PROVIDED MATERIAL:

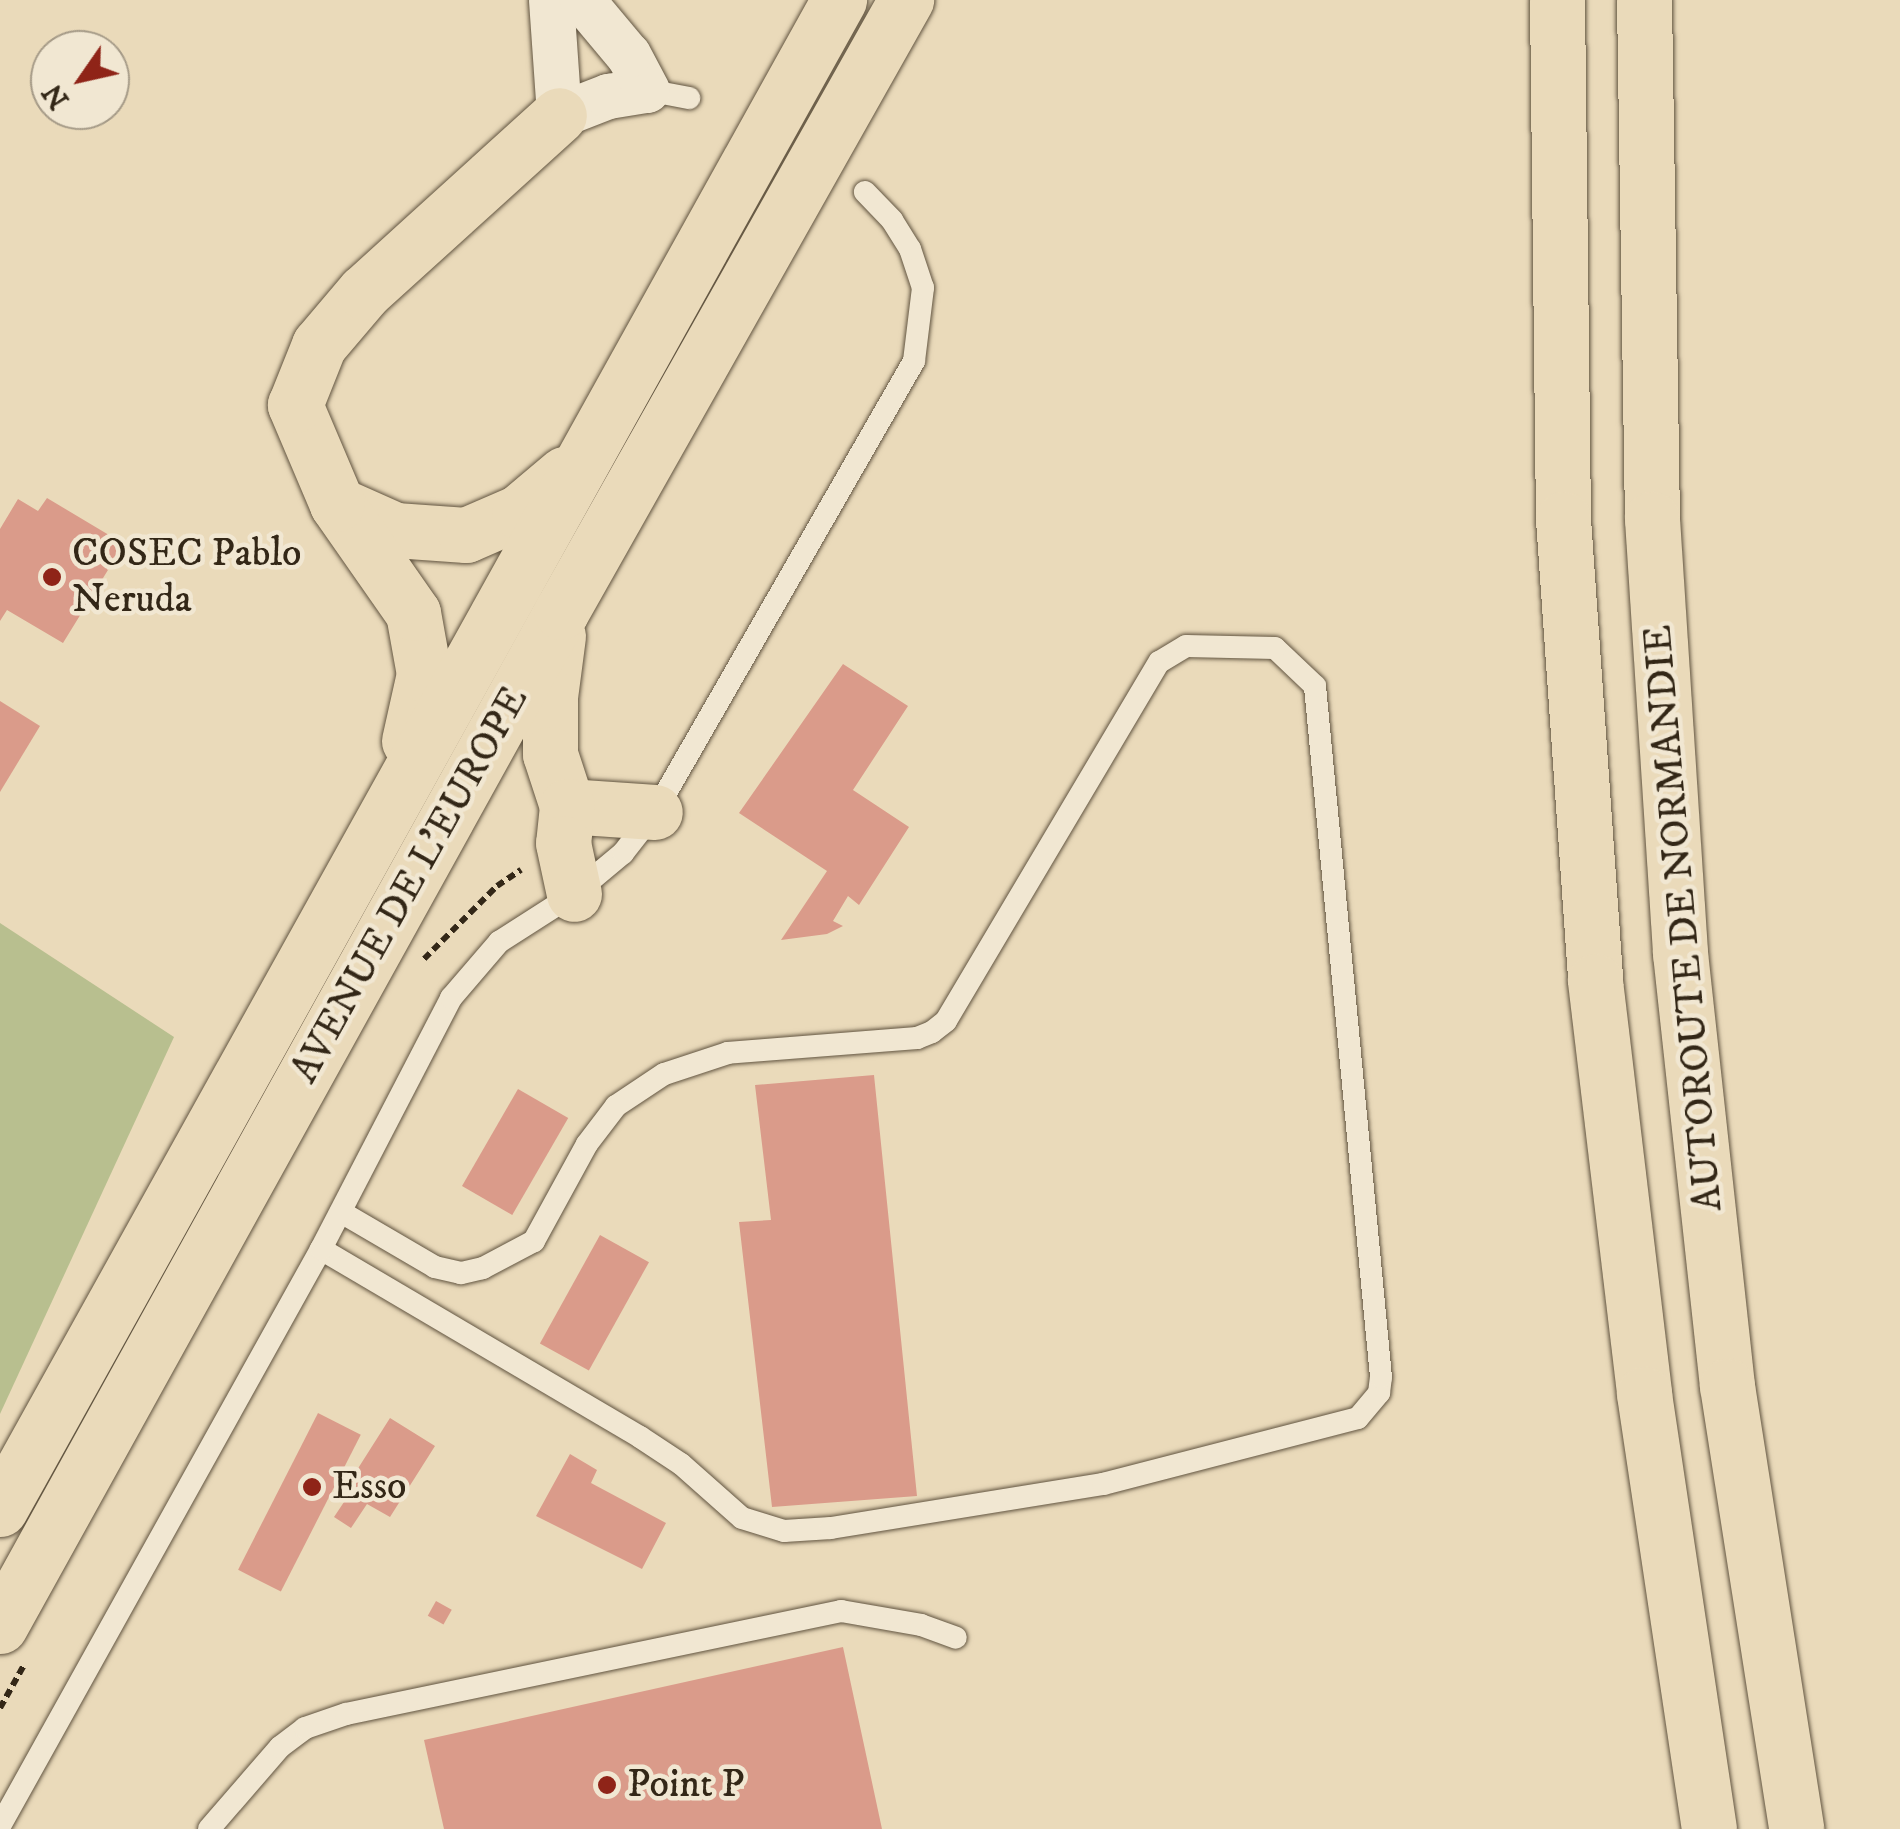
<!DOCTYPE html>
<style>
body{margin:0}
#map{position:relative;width:1900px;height:1829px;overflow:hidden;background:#eadaba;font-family:"IM FELL DW Pica",serif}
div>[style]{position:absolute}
.green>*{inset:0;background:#b8bf8f}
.building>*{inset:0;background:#da9b8a;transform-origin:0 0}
.path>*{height:6px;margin-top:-3px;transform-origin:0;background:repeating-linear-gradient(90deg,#332717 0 8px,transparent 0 13px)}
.roads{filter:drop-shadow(0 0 2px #615440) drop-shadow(0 0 2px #615440)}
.lane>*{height:22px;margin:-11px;padding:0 11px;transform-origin:11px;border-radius:11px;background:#f1e7d2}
.street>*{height:45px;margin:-22.5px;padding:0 22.5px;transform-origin:22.5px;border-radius:22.5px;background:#f1e7d2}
.primary>*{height:55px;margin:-27.5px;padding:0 27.5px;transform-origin:27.5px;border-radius:27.5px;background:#eadaba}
.highway>*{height:55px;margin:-27.5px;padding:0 27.5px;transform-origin:27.5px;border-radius:27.5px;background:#eadaba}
.dots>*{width:28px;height:28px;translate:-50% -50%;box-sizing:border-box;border:5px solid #f1e7d2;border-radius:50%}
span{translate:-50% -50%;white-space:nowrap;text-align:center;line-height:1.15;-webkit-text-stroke:9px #f1e7d2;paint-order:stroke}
.poi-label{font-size:40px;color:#332717}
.left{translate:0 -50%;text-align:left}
.street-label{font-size:40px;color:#332717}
.north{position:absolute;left:30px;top:30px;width:100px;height:100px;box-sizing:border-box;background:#f1e7d2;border:2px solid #a59a87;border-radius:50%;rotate:236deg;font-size:28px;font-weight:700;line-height:40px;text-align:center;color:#332717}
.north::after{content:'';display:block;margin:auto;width:35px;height:45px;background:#8f2418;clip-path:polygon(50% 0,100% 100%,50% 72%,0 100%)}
</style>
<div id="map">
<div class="green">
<div style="clip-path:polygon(0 923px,174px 1037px,0 1414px)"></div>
</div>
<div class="building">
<div style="clip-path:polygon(47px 498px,124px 544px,63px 643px,7px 610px,0 621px,0 529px,18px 499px,38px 511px)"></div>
<div style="clip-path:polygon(843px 664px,908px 706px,853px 790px,909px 827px,859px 905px,848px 896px,833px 921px,843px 926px,827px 934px,781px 940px,827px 871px,739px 813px)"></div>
<div style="clip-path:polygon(0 701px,40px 726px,0 792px)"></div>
<div style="clip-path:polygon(874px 1075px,917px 1496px,772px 1507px,739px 1222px,771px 1220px,755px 1085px)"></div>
<div style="left:518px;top:1089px;width:58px;height:112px;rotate:30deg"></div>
<div style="left:600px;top:1235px;width:56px;height:124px;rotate:29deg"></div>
<div style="left:318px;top:1413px;width:48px;height:176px;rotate:27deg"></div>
<div style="clip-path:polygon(390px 1418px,435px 1446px,390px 1517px,367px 1504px,351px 1528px,334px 1517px,356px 1484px,350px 1481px)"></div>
<div style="clip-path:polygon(570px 1454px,597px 1470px,591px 1483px,666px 1523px,642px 1569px,536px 1516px)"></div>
<div style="left:436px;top:1601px;width:18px;height:17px;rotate:29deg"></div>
<div style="clip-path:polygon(843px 1647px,882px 1829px,444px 1829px,424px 1740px)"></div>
</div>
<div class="path">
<div style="left:424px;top:959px;width:103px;rotate:-45deg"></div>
<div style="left:497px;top:886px;width:29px;rotate:-34deg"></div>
<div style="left:0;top:1708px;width:49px;rotate:-60.8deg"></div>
</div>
<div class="roads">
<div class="lane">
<div style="left:647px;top:90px;width:43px;rotate:10.8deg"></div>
<div style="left:321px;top:1249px;width:370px;rotate:30.5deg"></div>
<div style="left:640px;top:1437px;width:49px;rotate:33.4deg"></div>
<div style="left:681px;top:1464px;width:81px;rotate:41.5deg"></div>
<div style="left:742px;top:1518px;width:44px;rotate:17.2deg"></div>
<div style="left:784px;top:1531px;width:47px;rotate:-3.7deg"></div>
<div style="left:831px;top:1528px;width:276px;rotate:-9.2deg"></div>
<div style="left:1103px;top:1484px;width:263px;rotate:-14.5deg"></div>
<div style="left:1358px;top:1418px;width:33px;rotate:-50deg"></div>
<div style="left:1379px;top:1393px;width:16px;rotate:-83deg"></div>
<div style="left:1381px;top:1377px;width:694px;rotate:-95.46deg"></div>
<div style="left:1315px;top:686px;width:55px;rotate:-136.5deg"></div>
<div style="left:1275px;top:648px;width:89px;rotate:-178.7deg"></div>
<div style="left:1186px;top:646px;width:31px;rotate:149deg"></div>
<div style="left:1159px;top:662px;width:417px;rotate:120.7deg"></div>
<div style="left:946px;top:1021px;width:18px;rotate:142deg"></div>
<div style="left:932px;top:1032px;width:16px;rotate:158deg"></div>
<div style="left:917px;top:1038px;width:190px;rotate:175.5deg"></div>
<div style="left:728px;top:1053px;width:67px;rotate:161.8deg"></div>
<div style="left:664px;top:1074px;width:58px;rotate:146.3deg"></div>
<div style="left:616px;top:1106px;width:48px;rotate:127.3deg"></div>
<div style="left:587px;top:1144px;width:111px;rotate:118.7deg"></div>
<div style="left:534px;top:1241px;width:58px;rotate:152.1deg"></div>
<div style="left:483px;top:1268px;width:23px;rotate:167deg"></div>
<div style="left:461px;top:1273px;width:27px;rotate:-167deg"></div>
<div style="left:435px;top:1267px;width:109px;rotate:-149.7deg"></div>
<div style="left:0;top:1826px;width:660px;rotate:-60.91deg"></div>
<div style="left:321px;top:1249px;width:283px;rotate:-62.6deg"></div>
<div style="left:451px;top:998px;width:74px;rotate:-49.4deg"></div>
<div style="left:499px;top:942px;width:89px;rotate:-32.6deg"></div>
<div style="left:574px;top:894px;width:64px;rotate:-39.9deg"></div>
<div style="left:623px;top:853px;width:52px;rotate:-52deg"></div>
<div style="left:655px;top:812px;width:520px;rotate:-60.13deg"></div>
<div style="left:914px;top:361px;width:74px;rotate:-83deg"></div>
<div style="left:923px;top:288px;width:41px;rotate:-108.4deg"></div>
<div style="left:910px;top:249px;width:34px;rotate:-122deg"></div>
<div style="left:892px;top:220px;width:39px;rotate:-134deg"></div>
<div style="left:209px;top:1829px;width:108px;rotate:-49.1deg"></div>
<div style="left:280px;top:1747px;width:31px;rotate:-37deg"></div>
<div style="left:305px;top:1728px;width:43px;rotate:-18.9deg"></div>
<div style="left:346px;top:1714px;width:506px;rotate:-11.75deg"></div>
<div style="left:841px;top:1611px;width:81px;rotate:9.9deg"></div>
<div style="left:921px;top:1625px;width:37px;rotate:20deg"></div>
</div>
<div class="street">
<div style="left:551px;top:0;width:115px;rotate:86deg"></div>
<div style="left:559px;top:115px;width:53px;rotate:-21.2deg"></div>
<div style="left:608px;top:96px;width:39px;rotate:-9deg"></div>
<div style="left:647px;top:90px;width:40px;rotate:-118deg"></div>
<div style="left:628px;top:55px;width:72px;rotate:-129.9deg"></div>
</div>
<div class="primary">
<div style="left:337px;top:504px;width:64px;rotate:24.1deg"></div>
<div style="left:395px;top:530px;width:71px;rotate:4deg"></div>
<div style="left:466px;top:535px;width:58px;rotate:-23.5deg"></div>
<div style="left:519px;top:512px;width:59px;rotate:-40.2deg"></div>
<div style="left:558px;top:636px;width:62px;rotate:97.5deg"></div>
<div style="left:550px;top:697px;width:57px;rotate:90deg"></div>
<div style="left:550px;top:754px;width:55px;rotate:71.9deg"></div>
<div style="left:567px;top:806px;width:88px;rotate:3.9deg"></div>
<div style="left:409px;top:741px;width:69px;rotate:-77.4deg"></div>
<div style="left:424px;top:674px;width:62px;rotate:-100.2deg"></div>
<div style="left:413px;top:613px;width:133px;rotate:-124.9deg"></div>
<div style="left:337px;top:504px;width:108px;rotate:-113deg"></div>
<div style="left:295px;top:405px;width:65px;rotate:-68.2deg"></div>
<div style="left:319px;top:345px;width:70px;rotate:-49.7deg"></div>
<div style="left:364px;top:292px;width:263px;rotate:-42.2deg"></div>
<div style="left:567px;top:806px;width:37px;rotate:96deg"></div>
<div style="left:563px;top:843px;width:52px;rotate:77.8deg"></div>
<div style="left:0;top:1509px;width:1727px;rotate:-60.93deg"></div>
<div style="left:0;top:1626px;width:1159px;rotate:-61.05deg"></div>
<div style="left:561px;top:612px;width:703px;rotate:-60.59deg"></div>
</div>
<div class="highway">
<div style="left:1557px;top:0;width:519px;rotate:89.34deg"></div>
<div style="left:1563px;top:519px;width:463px;rotate:86deg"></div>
<div style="left:1595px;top:981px;width:416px;rotate:83.2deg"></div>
<div style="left:1644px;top:1394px;width:440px;rotate:81.5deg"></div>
<div style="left:1644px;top:0;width:519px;rotate:89.12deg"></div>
<div style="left:1652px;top:519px;width:435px;rotate:86.3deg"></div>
<div style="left:1680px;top:953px;width:436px;rotate:83.8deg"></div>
<div style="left:1727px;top:1386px;width:448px;rotate:81.1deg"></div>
</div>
</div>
<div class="dots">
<div style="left:52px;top:577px;background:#8f2418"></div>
<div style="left:312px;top:1487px;background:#8f2418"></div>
<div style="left:607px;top:1785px;background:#8f2418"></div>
</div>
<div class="poi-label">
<span class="left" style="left:72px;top:577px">COSEC Pablo<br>Neruda</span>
<span class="left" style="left:332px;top:1487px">Esso</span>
<span class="left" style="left:627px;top:1785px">Point P</span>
</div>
<div class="street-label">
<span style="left:410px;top:885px;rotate:-61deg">AVENUE DE L'EUROPE</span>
<span style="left:1684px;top:918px;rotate:-95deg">AUTOROUTE DE NORMANDIE</span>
</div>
<div class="north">N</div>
</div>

DIRECTIONS: Output must match the lines from the start of the records above through the line that contains "0 8px,transparent 0", exactly and with every picture removed.

PROBLEM SOLUTION:
<!DOCTYPE html>
<style>
body{margin:0}
#map{position:relative;width:1900px;height:1829px;overflow:hidden;background:#eadaba;font-family:"IM FELL DW Pica",serif}
div>[style]{position:absolute}
.green>*{inset:0;background:#b8bf8f}
.building>*{inset:0;background:#da9b8a;transform-origin:0 0}
.path>*{height:6px;margin-top:-3px;transform-origin:0;background:repeating-linear-gradient(90deg,#332717 0 8px,transparent 0 13px)}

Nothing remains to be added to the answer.